1 Section of Biostatistics, Department of Public Health, Faculty of Health and Medical Sciences, Københavns Universitet2 Aarhus University3 Section of Biostatistics, Department of Public Health, Faculty of Health and Medical Sciences, Københavns Universitet
The Importance of Multistate Models and Competing Risks Analysis
Multistate models are models of disease progression that, for a patient group, define multiple outcome events, each of which may affect the time to develop another outcome event. Multistate models are highly relevant for studies of patients with cirrhosis; both the classical perception of cirrhosis as either compensated or decompensated and the recent, more complex models of cirrhosis progression are multistate models.
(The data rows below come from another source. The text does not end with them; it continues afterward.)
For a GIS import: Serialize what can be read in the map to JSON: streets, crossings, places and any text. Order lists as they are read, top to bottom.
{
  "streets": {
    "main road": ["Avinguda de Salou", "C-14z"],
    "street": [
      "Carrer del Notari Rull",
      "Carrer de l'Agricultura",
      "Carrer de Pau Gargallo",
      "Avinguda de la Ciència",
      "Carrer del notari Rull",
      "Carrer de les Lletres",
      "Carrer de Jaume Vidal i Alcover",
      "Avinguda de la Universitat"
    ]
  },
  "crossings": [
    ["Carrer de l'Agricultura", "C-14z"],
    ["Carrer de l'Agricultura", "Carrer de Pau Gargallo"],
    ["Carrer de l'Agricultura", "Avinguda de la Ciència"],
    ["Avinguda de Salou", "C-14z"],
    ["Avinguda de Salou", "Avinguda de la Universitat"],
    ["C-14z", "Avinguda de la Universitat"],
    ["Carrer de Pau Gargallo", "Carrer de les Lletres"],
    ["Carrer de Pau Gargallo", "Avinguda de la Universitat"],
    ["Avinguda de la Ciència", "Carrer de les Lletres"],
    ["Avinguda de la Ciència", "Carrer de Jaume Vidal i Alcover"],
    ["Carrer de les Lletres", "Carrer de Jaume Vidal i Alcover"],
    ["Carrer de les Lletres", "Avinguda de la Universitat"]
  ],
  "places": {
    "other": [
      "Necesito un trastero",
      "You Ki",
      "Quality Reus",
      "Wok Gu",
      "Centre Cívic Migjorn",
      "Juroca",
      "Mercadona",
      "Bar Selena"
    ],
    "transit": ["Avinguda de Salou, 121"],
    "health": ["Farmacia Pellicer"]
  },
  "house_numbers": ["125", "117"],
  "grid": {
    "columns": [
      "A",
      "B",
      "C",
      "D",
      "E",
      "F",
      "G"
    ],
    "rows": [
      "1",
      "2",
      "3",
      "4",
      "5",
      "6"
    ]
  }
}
Therefore, researchers who conduct clinical studies of patients with cirrhosis must realize that most of their research questions assume a multistate disease model. Failure to do so can result in severely biased results and bad clinical decisions. The analyses that can be used to study disease progression in a multistate disease model may be called competing risks analysis, named after the competing risks disease model, which is the simplest multistate disease model. In this review article, we introduce multistate disease models and competing risks analysis and explain why the standard armamentarium of Kaplan-Meier survival estimates and Cox regression sometimes gives bad answers to good questions. We also use real data to answer typical research questions about the course of cirrhosis and illustrate biases resulting from inadequate methods. Finally, we suggest statistical software packages that are helpful and accessible to the clinician-researcher.